Exactly as written, set down each line of the data below except its pictures.

------ MATERIAL FOR THE TASK

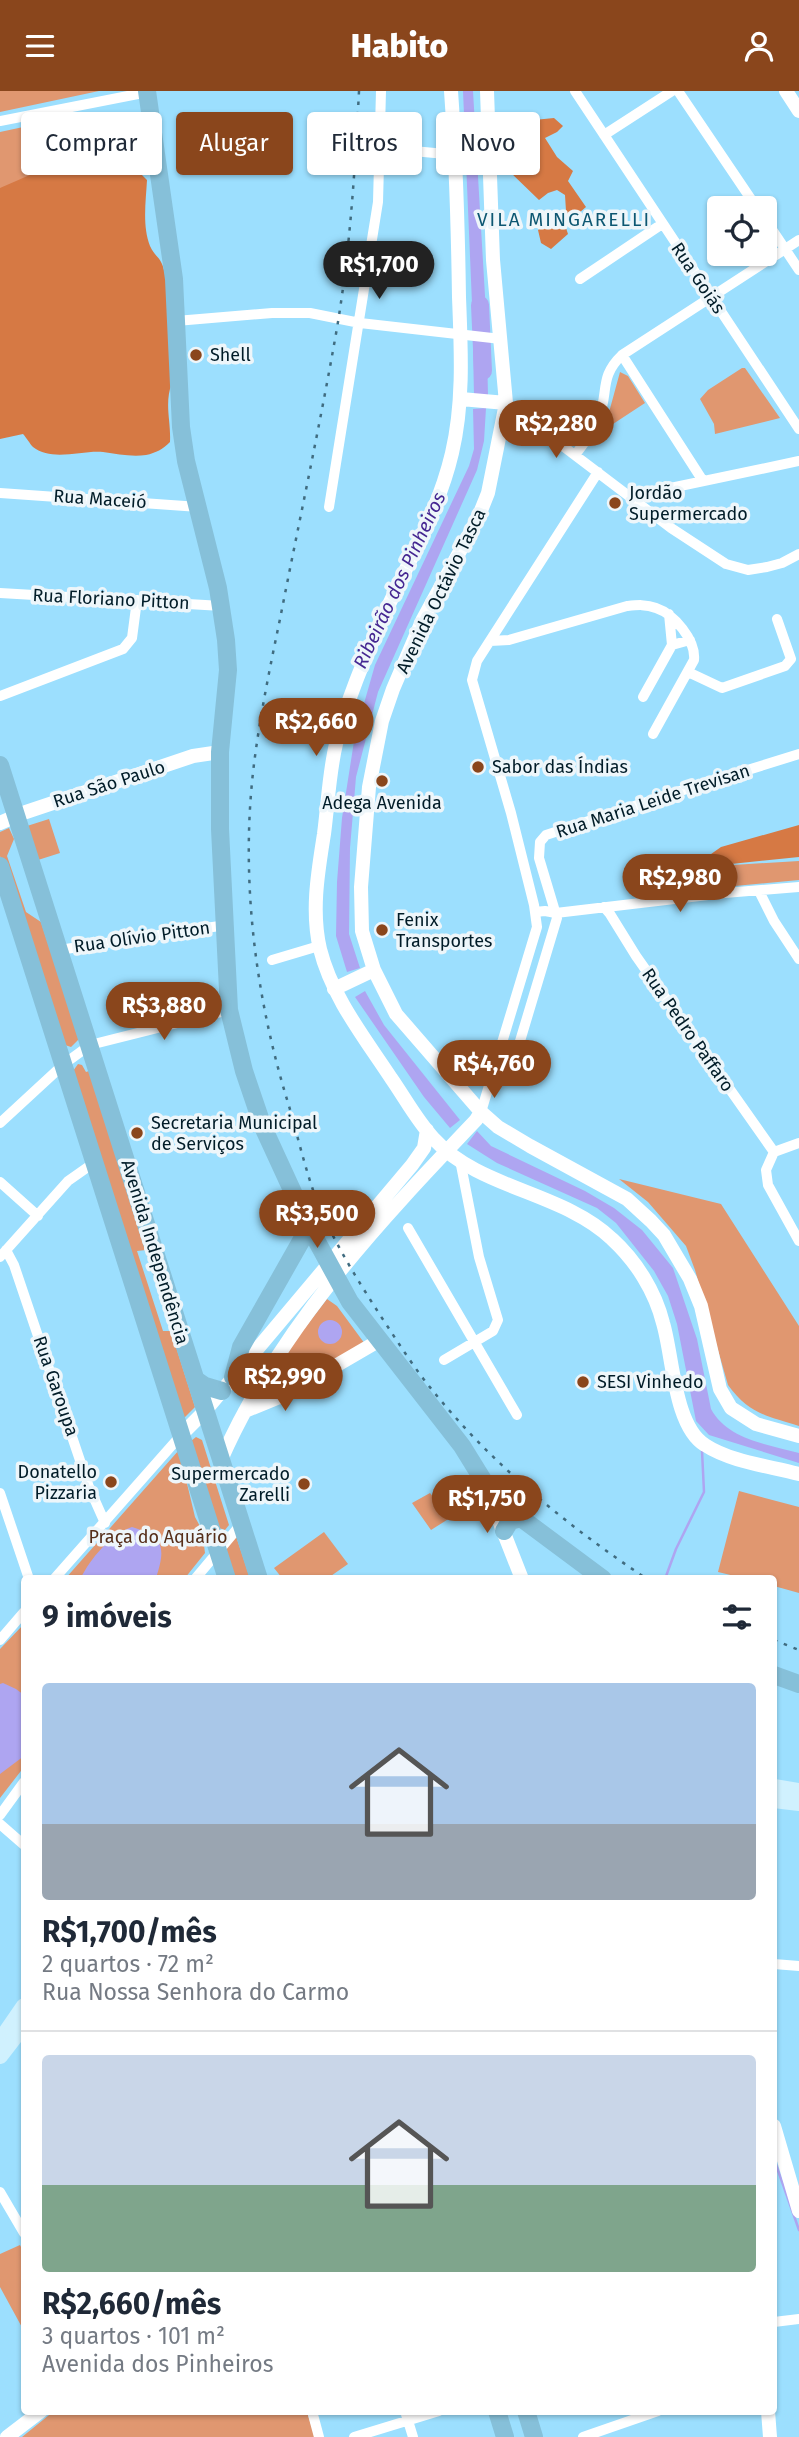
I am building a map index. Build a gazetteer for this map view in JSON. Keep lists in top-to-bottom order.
{
  "streets": {
    "main road": ["Avenida Independência"],
    "street": [
      "Rua Goiás",
      "Rua Maceió",
      "Avenida Octávio Tasca",
      "Rua Floriano Pitton",
      "Rua São Paulo",
      "Rua Maria Leide Trevisan",
      "Rua Olívio Pitton",
      "Rua Pedro Paffaro",
      "Rua Garoupa"
    ]
  },
  "crossings": [
    ["Rua São Paulo", "Avenida Independência"],
    ["Rua Olívio Pitton", "Avenida Independência"]
  ],
  "districts": ["VILA MINGARELLI"],
  "water": ["Ribeirão dos Pinheiros"],
  "parks": ["Praça do Aquário"],
  "places": [
    "Shell",
    "Jordão Supermercado",
    "Sabor das Índias",
    "Adega Avenida",
    "Fenix Transportes",
    "Secretaria Municipal de Serviços",
    "SESI Vinhedo",
    "Donatello Pizzaria",
    "Supermercado Zarelli"
  ],
  "page": {
    "header": "Habito",
    "chip": [
      "Comprar",
      "Alugar",
      "Filtros",
      "Novo"
    ],
    "price": [
      "R$1,700",
      "R$2,280",
      "R$2,660",
      "R$2,980",
      "R$3,880",
      "R$4,760",
      "R$3,500",
      "R$2,990",
      "R$1,750"
    ],
    "heading": "9 imóveis",
    "list": [
      {
        "name": "R$1,700/mês",
        "note": "2 quartos · 72 m² · Rua Nossa Senhora do Carmo"
      },
      {
        "name": "R$2,660/mês",
        "note": "3 quartos · 101 m² · Avenida dos Pinheiros"
      }
    ]
  }
}
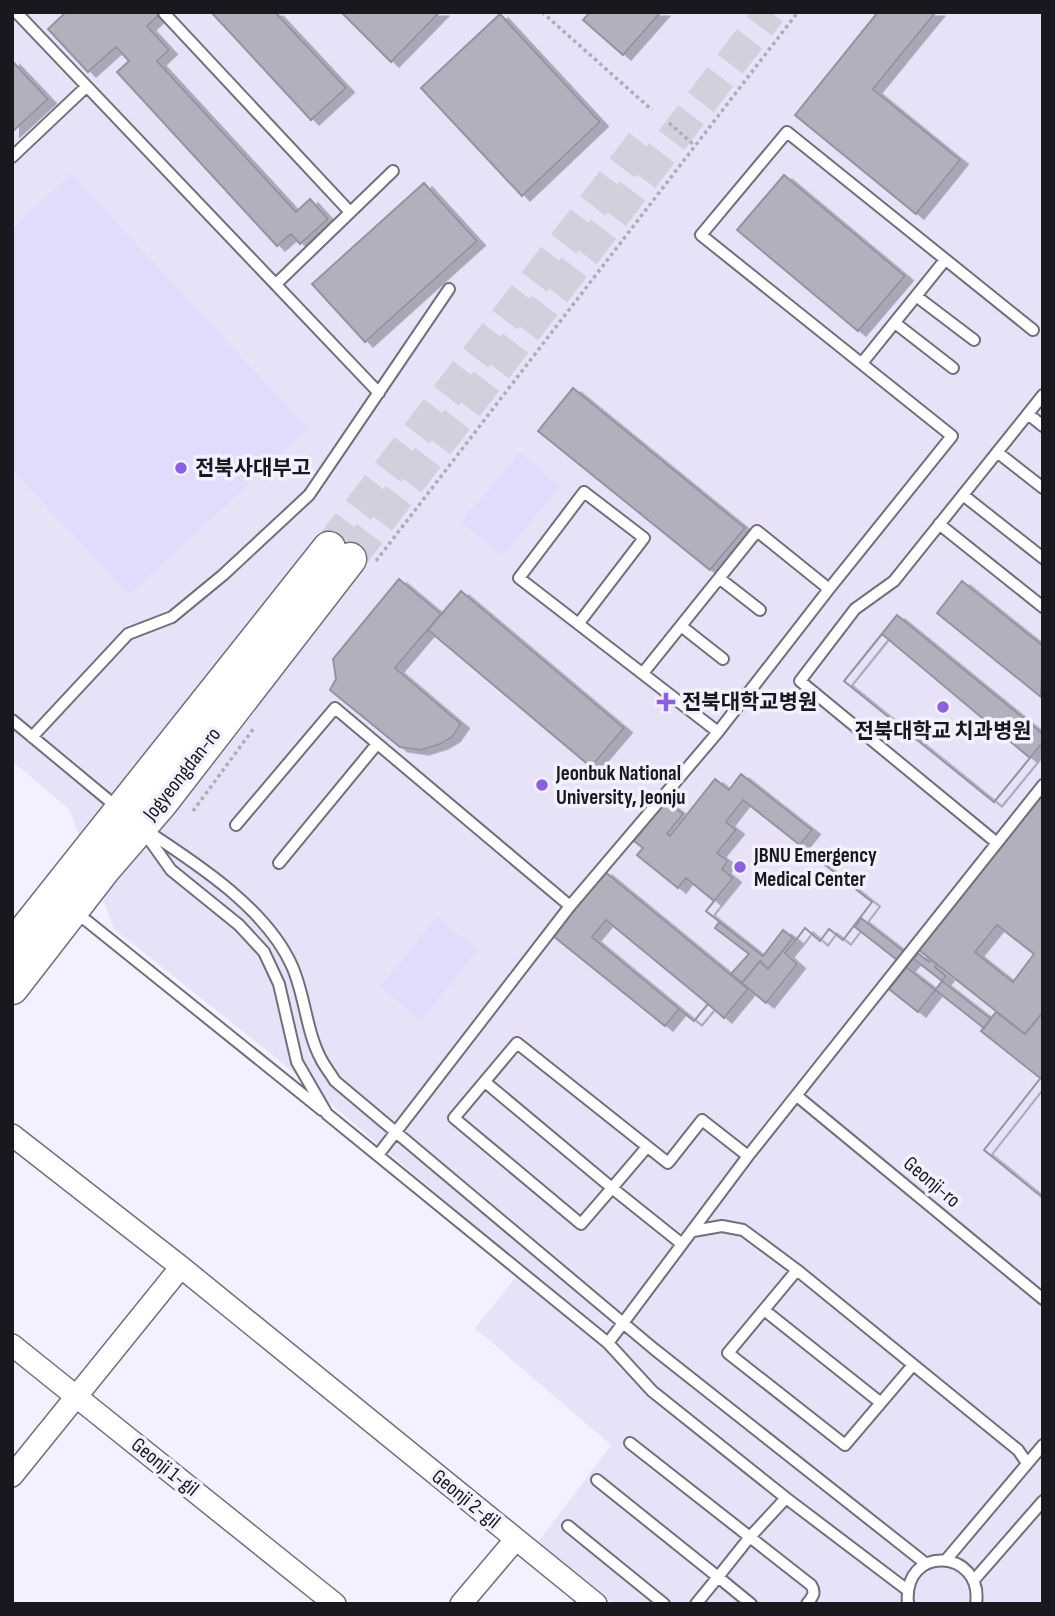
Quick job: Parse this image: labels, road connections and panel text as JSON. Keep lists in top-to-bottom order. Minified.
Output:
{"streets":{"street":["Jogyeongdan-ro","Geonji 1-gil","Geonji 2-gil"],"lane":["Geonji-ro"]},"places":{"other":["전북사대부고","전북대학교 치과병원","Jeonbuk National University, Jeonju","JBNU Emergency Medical Center"],"health":["전북대학교병원"]}}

------------

TASK RESULT:
I am building a map index. Build a gazetteer for this map view in JSON. Keep lists in top-to-bottom order.
{
  "streets": {
    "main road": ["Avenida Independência"],
    "street": [
      "Rua Goiás",
      "Rua Maceió",
      "Avenida Octávio Tasca",
      "Rua Floriano Pitton",
      "Rua São Paulo",
      "Rua Maria Leide Trevisan",
      "Rua Olívio Pitton",
      "Rua Pedro Paffaro",
      "Rua Garoupa"
    ]
  },
  "crossings": [
    ["Rua São Paulo", "Avenida Independência"],
    ["Rua Olívio Pitton", "Avenida Independência"]
  ],
  "districts": ["VILA MINGARELLI"],
  "water": ["Ribeirão dos Pinheiros"],
  "parks": ["Praça do Aquário"],
  "places": [
    "Shell",
    "Jordão Supermercado",
    "Sabor das Índias",
    "Adega Avenida",
    "Fenix Transportes",
    "Secretaria Municipal de Serviços",
    "SESI Vinhedo",
    "Donatello Pizzaria",
    "Supermercado Zarelli"
  ],
  "page": {
    "header": "Habito",
    "chip": [
      "Comprar",
      "Alugar",
      "Filtros",
      "Novo"
    ],
    "price": [
      "R$1,700",
      "R$2,280",
      "R$2,660",
      "R$2,980",
      "R$3,880",
      "R$4,760",
      "R$3,500",
      "R$2,990",
      "R$1,750"
    ],
    "heading": "9 imóveis",
    "list": [
      {
        "name": "R$1,700/mês",
        "note": "2 quartos · 72 m² · Rua Nossa Senhora do Carmo"
      },
      {
        "name": "R$2,660/mês",
        "note": "3 quartos · 101 m² · Avenida dos Pinheiros"
      }
    ]
  }
}
Quick job: Parse this image: labels, road connections and panel text as JSON. Keep lists in top-to-bottom order. Minified.
Output:
{"streets":{"street":["Jogyeongdan-ro","Geonji 1-gil","Geonji 2-gil"],"lane":["Geonji-ro"]},"places":{"other":["전북사대부고","전북대학교 치과병원","Jeonbuk National University, Jeonju","JBNU Emergency Medical Center"],"health":["전북대학교병원"]}}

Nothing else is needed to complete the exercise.